§ What to work on
Tally the lines of the records below that include the word "data", and write down only that tally.

§ Listed records
....................
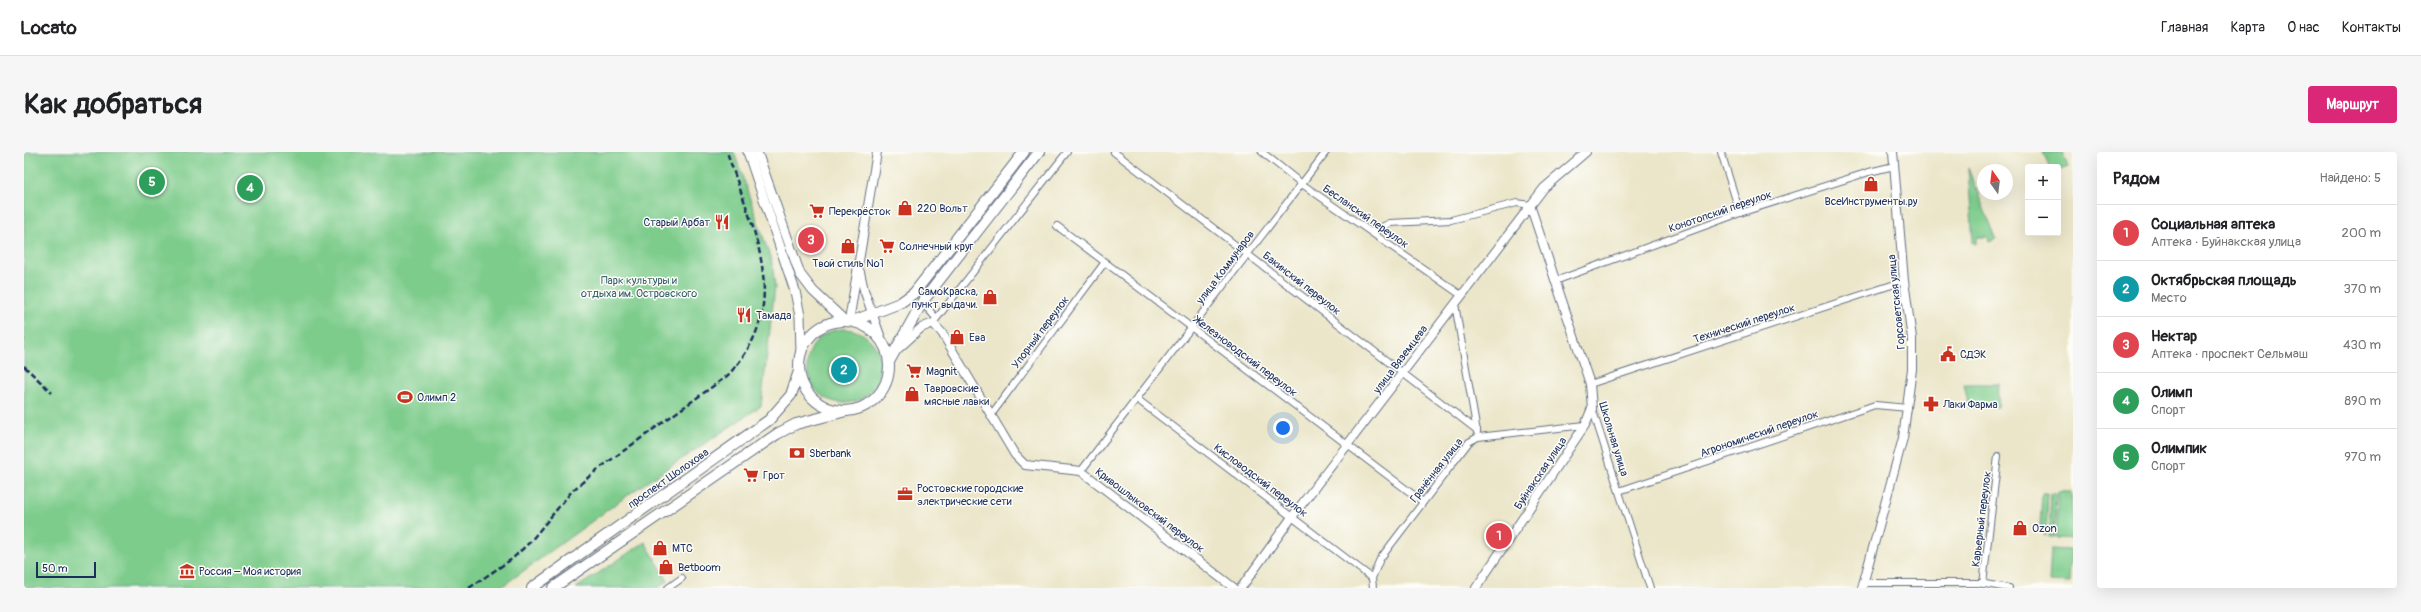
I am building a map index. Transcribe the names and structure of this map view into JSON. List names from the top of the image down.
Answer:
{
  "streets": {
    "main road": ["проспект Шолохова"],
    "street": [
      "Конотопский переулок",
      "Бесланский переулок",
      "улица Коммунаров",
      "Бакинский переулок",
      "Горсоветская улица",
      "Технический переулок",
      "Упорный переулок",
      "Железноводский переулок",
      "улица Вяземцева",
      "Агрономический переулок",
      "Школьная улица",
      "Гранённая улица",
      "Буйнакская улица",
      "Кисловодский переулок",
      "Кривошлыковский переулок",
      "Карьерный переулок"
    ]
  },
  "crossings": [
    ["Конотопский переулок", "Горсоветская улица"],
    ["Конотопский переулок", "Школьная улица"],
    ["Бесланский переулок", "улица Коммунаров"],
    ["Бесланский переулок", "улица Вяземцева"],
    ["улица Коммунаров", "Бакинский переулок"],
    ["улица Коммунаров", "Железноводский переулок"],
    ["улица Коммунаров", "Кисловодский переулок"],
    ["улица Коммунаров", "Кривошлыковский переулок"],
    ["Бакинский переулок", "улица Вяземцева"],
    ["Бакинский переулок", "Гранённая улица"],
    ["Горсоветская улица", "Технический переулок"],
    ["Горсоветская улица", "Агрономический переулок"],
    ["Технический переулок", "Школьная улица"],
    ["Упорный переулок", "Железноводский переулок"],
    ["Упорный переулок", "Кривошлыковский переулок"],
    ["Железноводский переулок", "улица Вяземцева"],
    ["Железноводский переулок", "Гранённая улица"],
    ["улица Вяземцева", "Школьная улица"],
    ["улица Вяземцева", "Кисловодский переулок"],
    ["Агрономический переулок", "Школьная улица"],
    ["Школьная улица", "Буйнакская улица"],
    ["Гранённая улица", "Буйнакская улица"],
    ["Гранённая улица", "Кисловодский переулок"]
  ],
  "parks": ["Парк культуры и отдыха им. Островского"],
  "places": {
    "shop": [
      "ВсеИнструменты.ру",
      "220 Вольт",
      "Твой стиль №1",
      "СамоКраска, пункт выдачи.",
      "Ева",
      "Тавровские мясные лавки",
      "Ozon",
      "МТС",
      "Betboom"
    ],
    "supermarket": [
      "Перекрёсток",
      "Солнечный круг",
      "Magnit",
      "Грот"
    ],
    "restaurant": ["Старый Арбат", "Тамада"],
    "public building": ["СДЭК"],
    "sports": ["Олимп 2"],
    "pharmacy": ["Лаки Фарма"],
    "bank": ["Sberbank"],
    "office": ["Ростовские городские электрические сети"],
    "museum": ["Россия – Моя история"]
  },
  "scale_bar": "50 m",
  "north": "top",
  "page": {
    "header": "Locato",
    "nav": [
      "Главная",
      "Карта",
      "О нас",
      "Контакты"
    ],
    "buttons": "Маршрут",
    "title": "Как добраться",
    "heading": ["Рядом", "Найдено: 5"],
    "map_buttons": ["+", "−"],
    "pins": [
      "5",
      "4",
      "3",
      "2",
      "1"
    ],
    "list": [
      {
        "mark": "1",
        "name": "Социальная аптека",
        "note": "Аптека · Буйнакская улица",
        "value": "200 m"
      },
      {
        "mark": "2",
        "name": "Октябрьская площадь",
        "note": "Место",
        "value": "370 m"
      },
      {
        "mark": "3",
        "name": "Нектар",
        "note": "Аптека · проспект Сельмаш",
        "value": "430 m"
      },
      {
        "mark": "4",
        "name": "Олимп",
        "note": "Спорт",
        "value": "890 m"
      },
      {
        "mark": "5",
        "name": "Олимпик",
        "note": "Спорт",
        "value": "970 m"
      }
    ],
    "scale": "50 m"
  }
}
....................
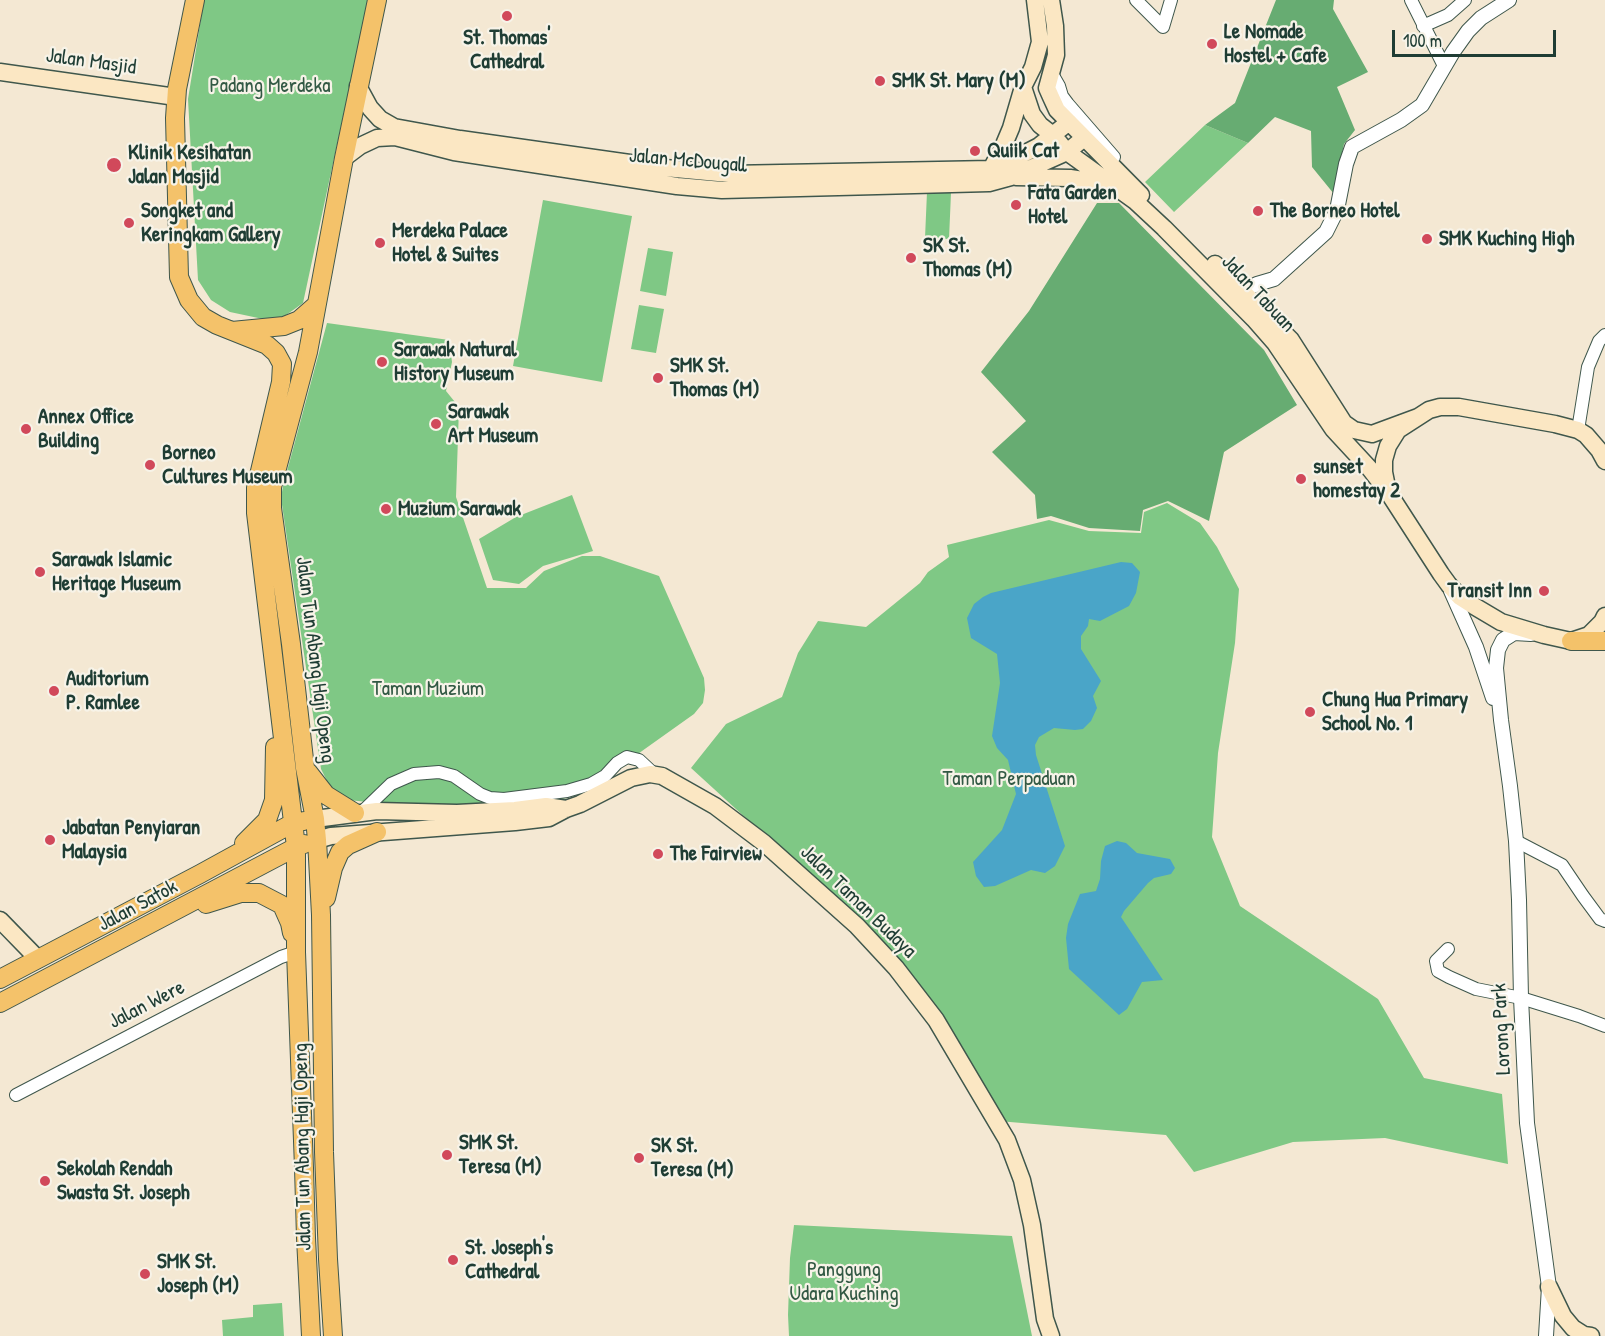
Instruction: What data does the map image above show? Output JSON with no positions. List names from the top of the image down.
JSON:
....................
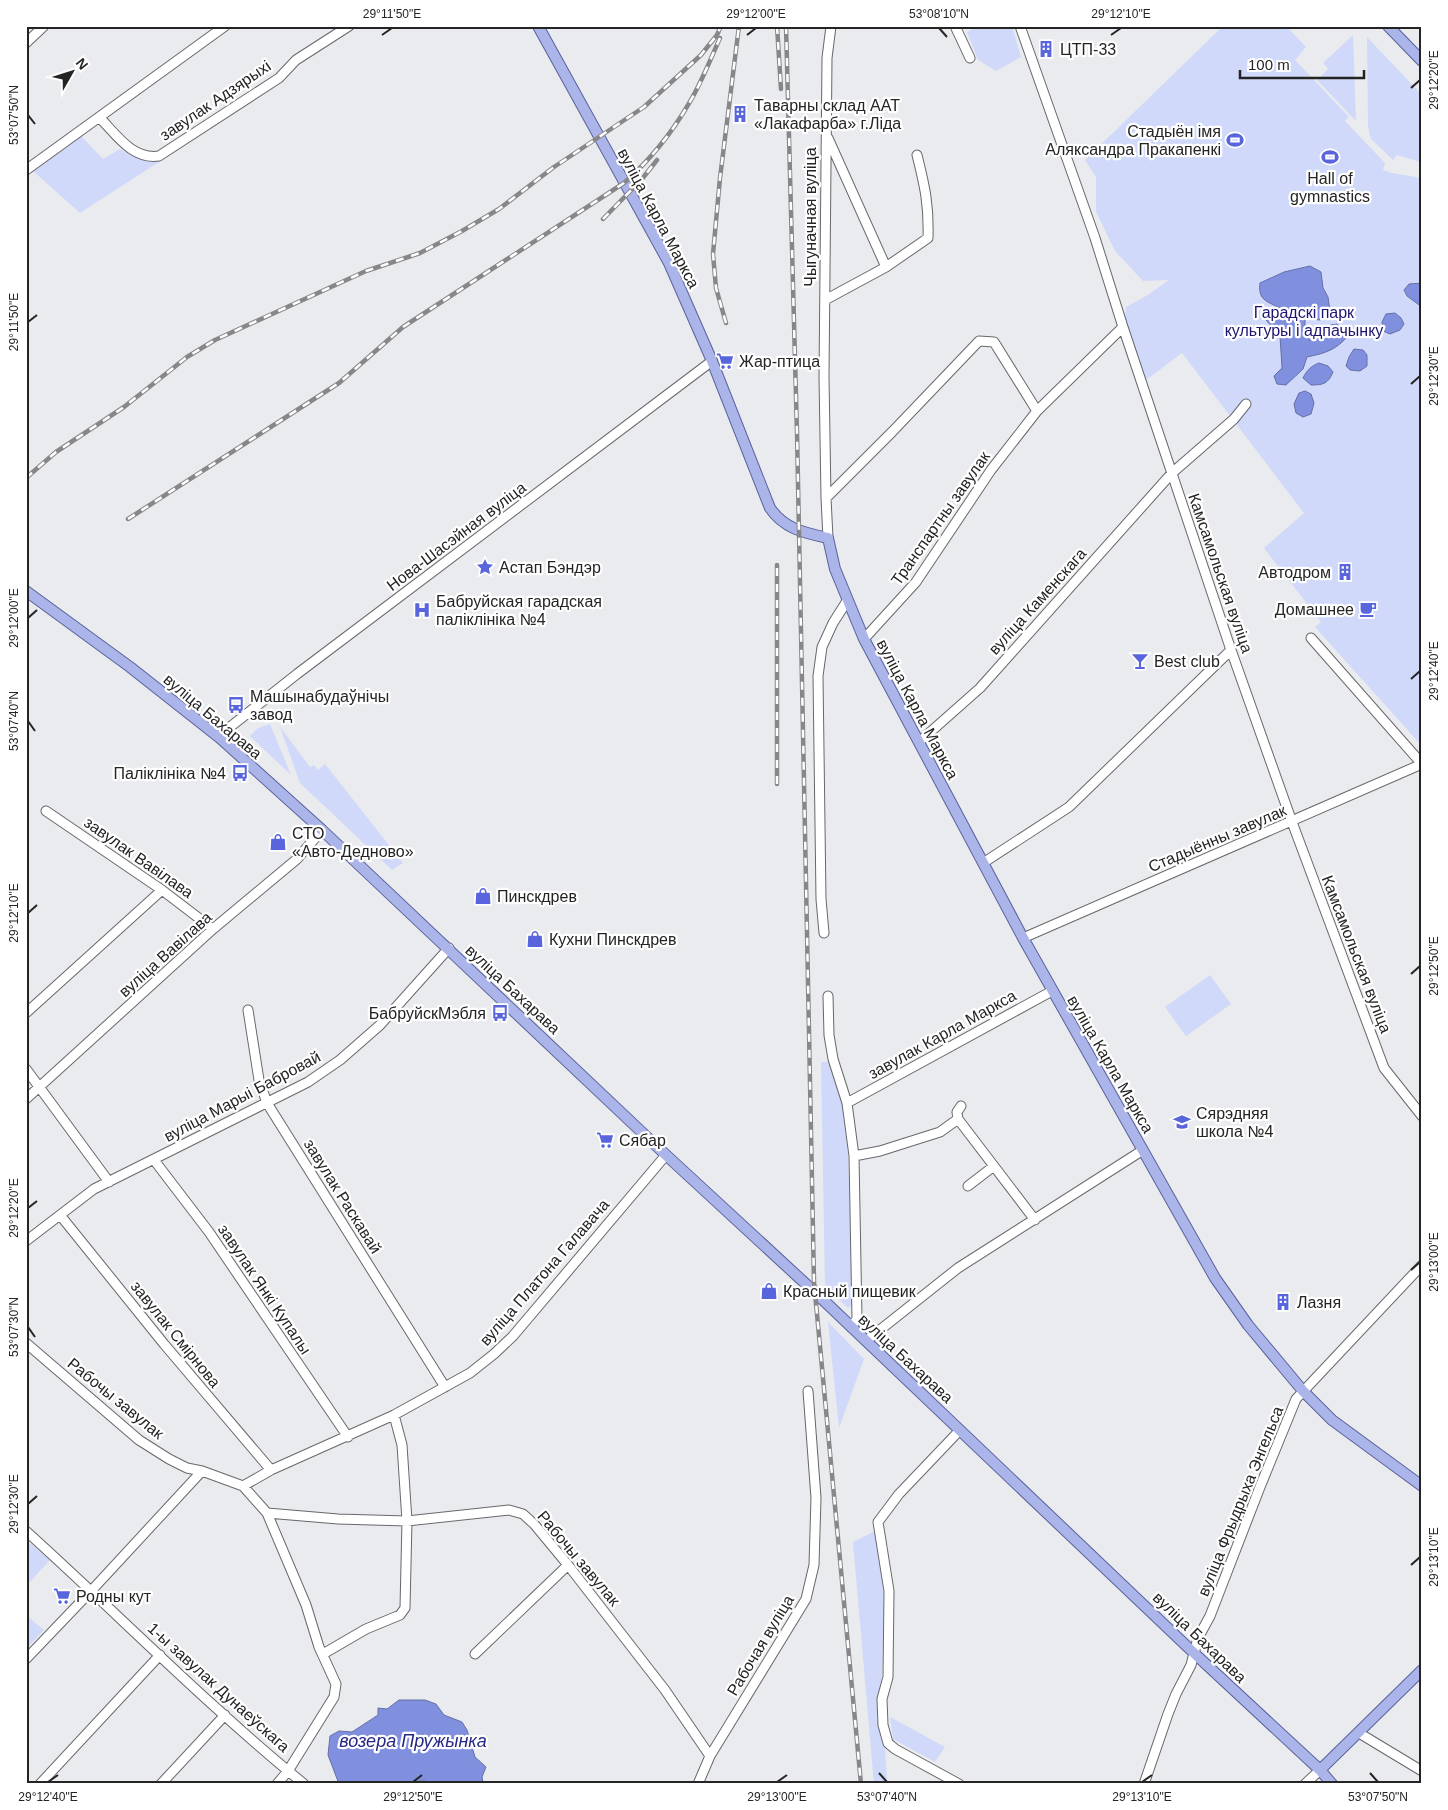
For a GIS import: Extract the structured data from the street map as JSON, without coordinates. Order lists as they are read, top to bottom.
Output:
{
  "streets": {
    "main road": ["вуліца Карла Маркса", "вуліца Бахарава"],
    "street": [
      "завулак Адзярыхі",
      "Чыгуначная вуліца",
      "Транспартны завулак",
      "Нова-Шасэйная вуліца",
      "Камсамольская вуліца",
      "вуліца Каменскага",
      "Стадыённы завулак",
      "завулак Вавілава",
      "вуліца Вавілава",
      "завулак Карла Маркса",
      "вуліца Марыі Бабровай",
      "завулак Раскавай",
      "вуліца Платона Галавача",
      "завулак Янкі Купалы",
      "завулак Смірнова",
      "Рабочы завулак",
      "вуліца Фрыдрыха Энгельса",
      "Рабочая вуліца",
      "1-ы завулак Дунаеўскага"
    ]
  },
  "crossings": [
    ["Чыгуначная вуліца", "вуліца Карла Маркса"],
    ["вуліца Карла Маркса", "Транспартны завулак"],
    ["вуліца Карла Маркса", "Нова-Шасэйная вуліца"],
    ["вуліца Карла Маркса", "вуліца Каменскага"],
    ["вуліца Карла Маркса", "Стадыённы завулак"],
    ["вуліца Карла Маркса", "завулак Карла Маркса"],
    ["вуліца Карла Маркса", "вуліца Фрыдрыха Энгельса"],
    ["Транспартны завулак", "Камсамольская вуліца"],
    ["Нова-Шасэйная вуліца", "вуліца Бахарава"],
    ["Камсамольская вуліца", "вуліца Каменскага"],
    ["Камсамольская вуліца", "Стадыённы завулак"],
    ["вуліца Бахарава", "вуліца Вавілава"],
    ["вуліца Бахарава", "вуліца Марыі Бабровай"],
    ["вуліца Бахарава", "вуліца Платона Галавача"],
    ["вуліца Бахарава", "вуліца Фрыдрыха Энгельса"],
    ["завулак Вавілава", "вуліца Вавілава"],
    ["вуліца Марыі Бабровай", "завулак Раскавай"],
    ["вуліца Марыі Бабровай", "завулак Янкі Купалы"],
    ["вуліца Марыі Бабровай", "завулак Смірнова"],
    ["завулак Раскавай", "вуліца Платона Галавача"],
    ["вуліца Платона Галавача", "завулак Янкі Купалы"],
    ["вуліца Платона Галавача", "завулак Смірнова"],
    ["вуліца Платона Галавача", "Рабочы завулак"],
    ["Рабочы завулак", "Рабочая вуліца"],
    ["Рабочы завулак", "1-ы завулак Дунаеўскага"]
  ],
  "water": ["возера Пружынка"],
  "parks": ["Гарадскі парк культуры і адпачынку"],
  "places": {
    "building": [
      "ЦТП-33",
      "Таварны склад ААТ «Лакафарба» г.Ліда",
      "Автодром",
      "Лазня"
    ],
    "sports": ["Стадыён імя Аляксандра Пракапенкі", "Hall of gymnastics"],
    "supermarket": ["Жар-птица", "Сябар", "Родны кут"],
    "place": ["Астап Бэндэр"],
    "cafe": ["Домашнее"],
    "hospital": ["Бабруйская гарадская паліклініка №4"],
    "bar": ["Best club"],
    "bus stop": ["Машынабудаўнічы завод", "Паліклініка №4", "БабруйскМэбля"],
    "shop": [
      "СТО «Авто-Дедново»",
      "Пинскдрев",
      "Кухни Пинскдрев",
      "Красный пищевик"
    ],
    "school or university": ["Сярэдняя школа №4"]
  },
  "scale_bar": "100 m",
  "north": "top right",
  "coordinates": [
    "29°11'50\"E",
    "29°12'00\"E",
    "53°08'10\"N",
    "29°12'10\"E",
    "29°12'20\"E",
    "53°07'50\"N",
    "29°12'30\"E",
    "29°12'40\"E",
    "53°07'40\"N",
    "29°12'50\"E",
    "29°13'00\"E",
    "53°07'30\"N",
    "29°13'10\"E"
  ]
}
....................
§ Final answer
2